Filing a complaint to the data protection authority
If you consider that the Controller’s processing of your personal data is in breach of the applicable data protection legislation, you always have the right to complain to a data protection authority. For more information, please visit www.tietosuoja.fi.
6. Data security
Tulevaisuuden Kasvupolut shall implement all reasonable, appropriate, technical, security and organizational means and measures that are adequate, taking into account the nature and purpose of the processing and the nature of the personal data processed. These measures include, where appropriate, encryption, firewalls, secure facilities and access authorization systems. In the event of a personal data breach that is likely to significantly undermine the User’s right to privacy, the Controller shall notify the User of the breach without undue delay.
7. Cookies
A cookie(s) is a text file(s) sent to and stored on a user’s computer. Cookies do not harm users’ computers or files. Cookies are used to collect information such as: pages visited, browser type, operating system, time. According to the law, we may store cookies on your device if it is strictly necessary for the functioning of the site. We need your consent to use any kind of cookies.

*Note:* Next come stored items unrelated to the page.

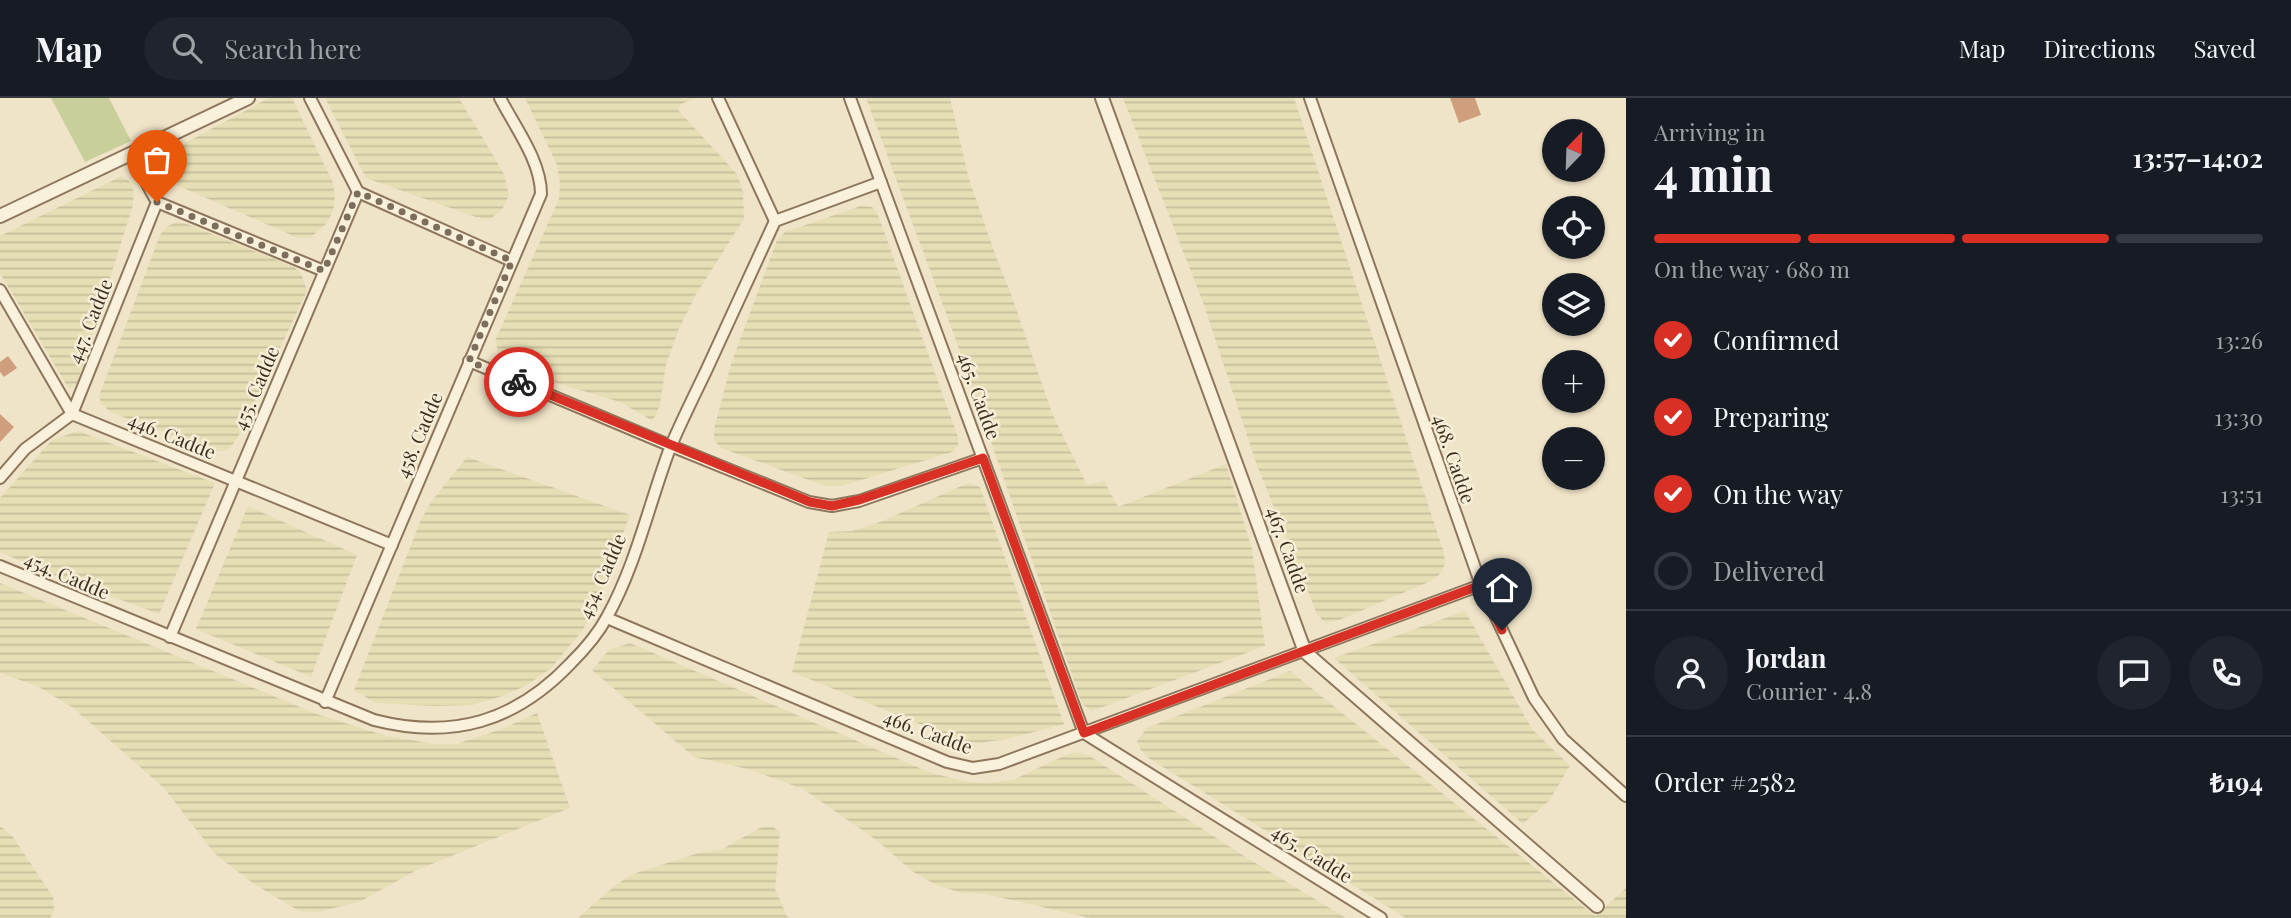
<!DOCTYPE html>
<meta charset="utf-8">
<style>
body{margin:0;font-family:"Playfair Display",serif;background:#20242c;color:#f1f3f6;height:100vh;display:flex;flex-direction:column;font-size:26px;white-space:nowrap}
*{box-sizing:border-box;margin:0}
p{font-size:23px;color:#9ea1a6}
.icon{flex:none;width:38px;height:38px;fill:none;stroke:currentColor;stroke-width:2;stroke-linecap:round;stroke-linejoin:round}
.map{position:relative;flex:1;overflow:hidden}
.side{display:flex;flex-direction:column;background:#171b24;width:665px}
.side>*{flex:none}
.needle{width:46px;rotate:23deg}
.buttons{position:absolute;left:1542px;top:21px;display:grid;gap:14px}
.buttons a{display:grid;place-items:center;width:63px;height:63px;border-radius:50%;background:#171b24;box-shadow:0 2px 5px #0004;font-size:35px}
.pin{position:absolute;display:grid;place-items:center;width:60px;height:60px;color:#fff;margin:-72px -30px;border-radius:50% 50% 50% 0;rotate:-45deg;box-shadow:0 0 7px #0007}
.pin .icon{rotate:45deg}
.courier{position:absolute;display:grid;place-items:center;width:70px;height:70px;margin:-35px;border:5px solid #d93025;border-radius:50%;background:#fff;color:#222;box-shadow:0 2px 9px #0007}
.headline em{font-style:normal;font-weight:700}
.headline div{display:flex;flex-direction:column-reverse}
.headline{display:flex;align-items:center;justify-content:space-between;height:119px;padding:0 28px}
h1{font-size:46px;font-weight:700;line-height:52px}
.bar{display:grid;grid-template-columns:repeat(4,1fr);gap:10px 7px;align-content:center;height:84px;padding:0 28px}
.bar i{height:9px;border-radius:5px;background:#363941}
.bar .active{background:#d93025}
.bar p{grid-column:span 4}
.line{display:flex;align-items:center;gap:18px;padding:0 28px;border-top:2px solid #363941}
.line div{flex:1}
.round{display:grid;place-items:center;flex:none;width:74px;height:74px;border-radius:37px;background:#20242c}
ol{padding:0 28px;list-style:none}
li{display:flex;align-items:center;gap:21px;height:77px}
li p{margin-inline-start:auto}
li .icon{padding:7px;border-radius:50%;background:#d93025;color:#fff;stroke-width:4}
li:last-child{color:#9ea1a6}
li i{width:38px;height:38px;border:4px solid #363941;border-radius:50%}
header{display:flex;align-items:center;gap:42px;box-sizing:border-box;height:98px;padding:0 35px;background:#171b24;border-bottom:2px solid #363941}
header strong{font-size:33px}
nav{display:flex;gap:38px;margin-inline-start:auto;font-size:24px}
.search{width:490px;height:63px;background:#20242c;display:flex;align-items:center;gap:18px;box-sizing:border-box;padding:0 24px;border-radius:38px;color:#9ea1a6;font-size:26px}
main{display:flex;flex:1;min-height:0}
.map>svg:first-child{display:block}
.farmland{fill:url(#farmland-rules)}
.green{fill:#c9cf9b}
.building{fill:#cf9f7d}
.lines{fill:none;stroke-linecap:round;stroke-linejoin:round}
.minor-casing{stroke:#8d765c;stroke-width:14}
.tertiary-casing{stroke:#8d765c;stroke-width:16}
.minor{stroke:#faf1dc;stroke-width:10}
.tertiary{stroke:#faf1dc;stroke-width:12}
.done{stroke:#7c6e5b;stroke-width:7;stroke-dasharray:0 12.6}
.route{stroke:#d93025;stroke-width:9}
.labels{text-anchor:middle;stroke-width:5;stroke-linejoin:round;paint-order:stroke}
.street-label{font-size:19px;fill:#3d2e20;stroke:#f7eed8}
</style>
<header>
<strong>Map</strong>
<div class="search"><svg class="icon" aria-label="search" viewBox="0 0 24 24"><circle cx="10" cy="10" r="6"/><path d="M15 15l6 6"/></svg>Search here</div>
<nav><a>Map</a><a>Directions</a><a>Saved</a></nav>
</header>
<main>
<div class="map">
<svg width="1626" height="820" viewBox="0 0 1626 820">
<defs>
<pattern id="farmland-rules" width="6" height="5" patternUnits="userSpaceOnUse" patternTransform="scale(1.75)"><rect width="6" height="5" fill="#e6deb5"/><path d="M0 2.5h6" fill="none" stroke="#c6bf9b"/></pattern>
</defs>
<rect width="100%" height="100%" fill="#f0e4c8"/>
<g class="farmland">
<path d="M269,0H292L333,85L335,98L333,113L327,125L310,140H298L172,85L161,72L157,65L161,58Z"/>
<path d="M325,0H459L504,76L509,97L502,112L490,121L476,119L366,80Z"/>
<path d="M525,0H696L681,6L678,12L737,76L743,94L744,121L695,198L678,233L666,267L660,306L655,319L651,322L620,304L550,283L510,265L499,256L495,243L559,101L560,85L557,67Z"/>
<path d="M866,0H950L969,81L999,167L1010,193L1052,315L1087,387L1104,383L1118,409L1226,366L1252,451L1265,548L1092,613L1082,606L953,234Z"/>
<path d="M1123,0H1294L1444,455L1445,466L1440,476L1431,483L1339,522L1325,525L1317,516L1256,365L1204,207Z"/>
<path d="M122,78L130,84L134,93L133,107L77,285L69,291L0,175V138Z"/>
<path d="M861,108L872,109L877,114L958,339V348L952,354L842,388H825L721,350L714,342V331L731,266L777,142L785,134Z"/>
<path d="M176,124L187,126L294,169L301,175L307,193L238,339L230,350L224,353H216L110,314L101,305L99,298L160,137L168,128Z"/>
<path d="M78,333L215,385L159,516L54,477L0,454V400L52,342Z"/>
<path d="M467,359L630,417L594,511L582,533L551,570L527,587L503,598L472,607L435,608L375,605L354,592L420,424L431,404Z"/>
<path d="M968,385L980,389L1064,626L1008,641L979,645L959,642L792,574L829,434L852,433L880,424Z"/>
<path d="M248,408L357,457L311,579L196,531Z"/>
<path d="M0,485L317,616L386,638L436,646H456L502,631L537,615L570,710L417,772L359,804L317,814L299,813L254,786L215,756L164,690L72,609L37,588L0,575Z"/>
<path d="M1465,513L1532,631L1570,668L1549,703L1523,726L1334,560Z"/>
<path d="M630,545L931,675L968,684L989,685L1015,681L1068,656L1078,654L1088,657L1249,761L1346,820H1090L986,796L962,795L936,787L912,773L875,741L803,691L748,671L694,659L592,572L609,552Z"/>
<path d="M1290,573L1595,818L1626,790V820H1406L1147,659L1140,651L1137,643L1147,630Z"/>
<path d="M0,728L13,739L53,799L54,812L50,820H0Z"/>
<path d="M762,729H773L780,734L775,791L787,818L790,820H578L611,791L630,777L698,755L722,751Z"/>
</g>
<path class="green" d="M51,0H109L131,43L85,64Z"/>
<g class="building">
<path d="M1450,0H1475L1481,17L1459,25Z"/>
<path d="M8,258L17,270L4,279L0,274V264Z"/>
<path d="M0,316L14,329L0,344Z"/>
</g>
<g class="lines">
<defs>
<g id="minor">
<path d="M310,0L358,94L512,163"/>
<path d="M718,0L775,123"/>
<path d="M850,0L1084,635L1381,820"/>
<path d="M1310,0L1481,487L1534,600L1563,641L1626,698"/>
<path d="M157,104L324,173"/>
<path d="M0,192L72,316L392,447"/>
<path d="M469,263L671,348L809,404L832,408L859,403L983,360"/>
<path d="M0,380L25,351L72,316L157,104L131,57"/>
<path d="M0,468L374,622C452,642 515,624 571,565C584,552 598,536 607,519C636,467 649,406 670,350C681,324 694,298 706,273C729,223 752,173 775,123L881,84"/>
<path d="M607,520L947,664L973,670L999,666L1481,487"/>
<path d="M170,539L358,94"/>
<path d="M325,604L541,96C541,63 515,29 500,0"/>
</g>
<g id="tertiary">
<path d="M1102,0L1305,554L1597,808"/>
<path d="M0,118L248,0"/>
</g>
</defs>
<use href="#minor" class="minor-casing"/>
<use href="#tertiary" class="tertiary-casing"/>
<use href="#minor" class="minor"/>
<use href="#tertiary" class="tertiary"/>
</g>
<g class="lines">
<path class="done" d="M157,104L324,173L358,94L512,163L469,263L519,284"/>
<path class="route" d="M519,284L810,404L832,408L859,402L983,360L1084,635L1481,487L1502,532"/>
</g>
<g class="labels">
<g class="street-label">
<text transform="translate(90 223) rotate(-68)" y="7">447. Cadde</text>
<text transform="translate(256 290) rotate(-67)" y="7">455. Cadde</text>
<text transform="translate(979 298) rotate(70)" y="7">465. Cadde</text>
<text transform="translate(419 337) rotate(-67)" y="7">458. Cadde</text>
<text transform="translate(172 338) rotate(22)" y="7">446. Cadde</text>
<text transform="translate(1454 361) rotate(71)" y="7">468. Cadde</text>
<text transform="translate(1288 452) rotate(70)" y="7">467. Cadde</text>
<text transform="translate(67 478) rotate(23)" y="7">454. Cadde</text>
<text transform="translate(602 478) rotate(-66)" y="7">454. Cadde</text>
<text transform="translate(928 634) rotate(20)" y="7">466. Cadde</text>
<text transform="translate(1312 756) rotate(32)" y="7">465. Cadde</text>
</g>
</g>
</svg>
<div class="buttons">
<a><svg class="needle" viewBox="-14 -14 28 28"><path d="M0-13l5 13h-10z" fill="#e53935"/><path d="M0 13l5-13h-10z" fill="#9ea1a6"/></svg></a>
<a><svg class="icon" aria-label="locate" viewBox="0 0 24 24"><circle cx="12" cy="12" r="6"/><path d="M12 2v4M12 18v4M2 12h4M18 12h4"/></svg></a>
<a><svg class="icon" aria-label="layers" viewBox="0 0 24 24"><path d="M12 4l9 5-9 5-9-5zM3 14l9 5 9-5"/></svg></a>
<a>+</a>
<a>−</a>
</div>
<div class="pin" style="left:157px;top:104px;background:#ea580c"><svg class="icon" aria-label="bag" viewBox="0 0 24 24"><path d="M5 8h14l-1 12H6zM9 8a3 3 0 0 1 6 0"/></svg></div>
<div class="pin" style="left:1502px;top:532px;background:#1f2937"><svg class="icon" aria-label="home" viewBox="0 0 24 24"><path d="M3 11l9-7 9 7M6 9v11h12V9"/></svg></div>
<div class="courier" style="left:519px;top:284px"><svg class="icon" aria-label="bike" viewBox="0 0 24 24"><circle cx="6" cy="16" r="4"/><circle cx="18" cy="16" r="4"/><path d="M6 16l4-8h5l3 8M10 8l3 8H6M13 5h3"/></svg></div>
</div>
<section class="side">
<div class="headline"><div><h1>4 min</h1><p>Arriving in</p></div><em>13:57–14:02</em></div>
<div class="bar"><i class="active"></i><i class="active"></i><i class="active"></i><i></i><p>On the way · 680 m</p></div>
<ol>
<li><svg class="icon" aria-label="check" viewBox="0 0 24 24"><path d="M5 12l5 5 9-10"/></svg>Confirmed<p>13:26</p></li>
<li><svg class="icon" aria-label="check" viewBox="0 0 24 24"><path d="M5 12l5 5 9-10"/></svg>Preparing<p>13:30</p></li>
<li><svg class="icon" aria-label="check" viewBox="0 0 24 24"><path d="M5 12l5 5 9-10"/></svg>On the way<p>13:51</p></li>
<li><i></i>Delivered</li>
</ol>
<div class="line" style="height:126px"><a class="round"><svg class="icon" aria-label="person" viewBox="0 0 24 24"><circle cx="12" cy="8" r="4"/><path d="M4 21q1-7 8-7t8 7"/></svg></a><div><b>Jordan</b><p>Courier · 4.8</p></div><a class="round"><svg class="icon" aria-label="chat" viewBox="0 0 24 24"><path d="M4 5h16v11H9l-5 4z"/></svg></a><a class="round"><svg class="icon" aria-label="phone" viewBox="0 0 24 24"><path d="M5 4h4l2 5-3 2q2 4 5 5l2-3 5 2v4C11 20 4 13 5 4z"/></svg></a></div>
<div class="line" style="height:91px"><div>Order #2582</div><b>₺194</b></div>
</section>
</main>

You can disable cookies in your browser settings if you wish. If this function is switched off, this may result in some services being slowed down or access to some websites being blocked altogether. For example, when you shop online, cookies must be enabled.
We use cookies on the website to provide services, target marketing and improve the user experience. You can find out more about the applications on our website that use cookies below.
You can choose to reject or delete cookies from our or third-party websites by changing the settings on your web browser – see the “Help” section of your browser for more information. Most web browsers automatically accept cookies, so if you do not wish to allow cookies, you may need to actively delete or reject cookies.
For more information on how to use cookies in mobile browsers and how to reject or delete these cookies, please refer to your mobile phone’s manual. If you do not allow the use of cookies, you can still use our website, but not all functions may work correctly.
We use cookies to tailor the content and advertising we provide, to support our social media features and to analyze our visitor numbers. This website uses different types of cookies. Some cookies are set by third party services that appear on our website.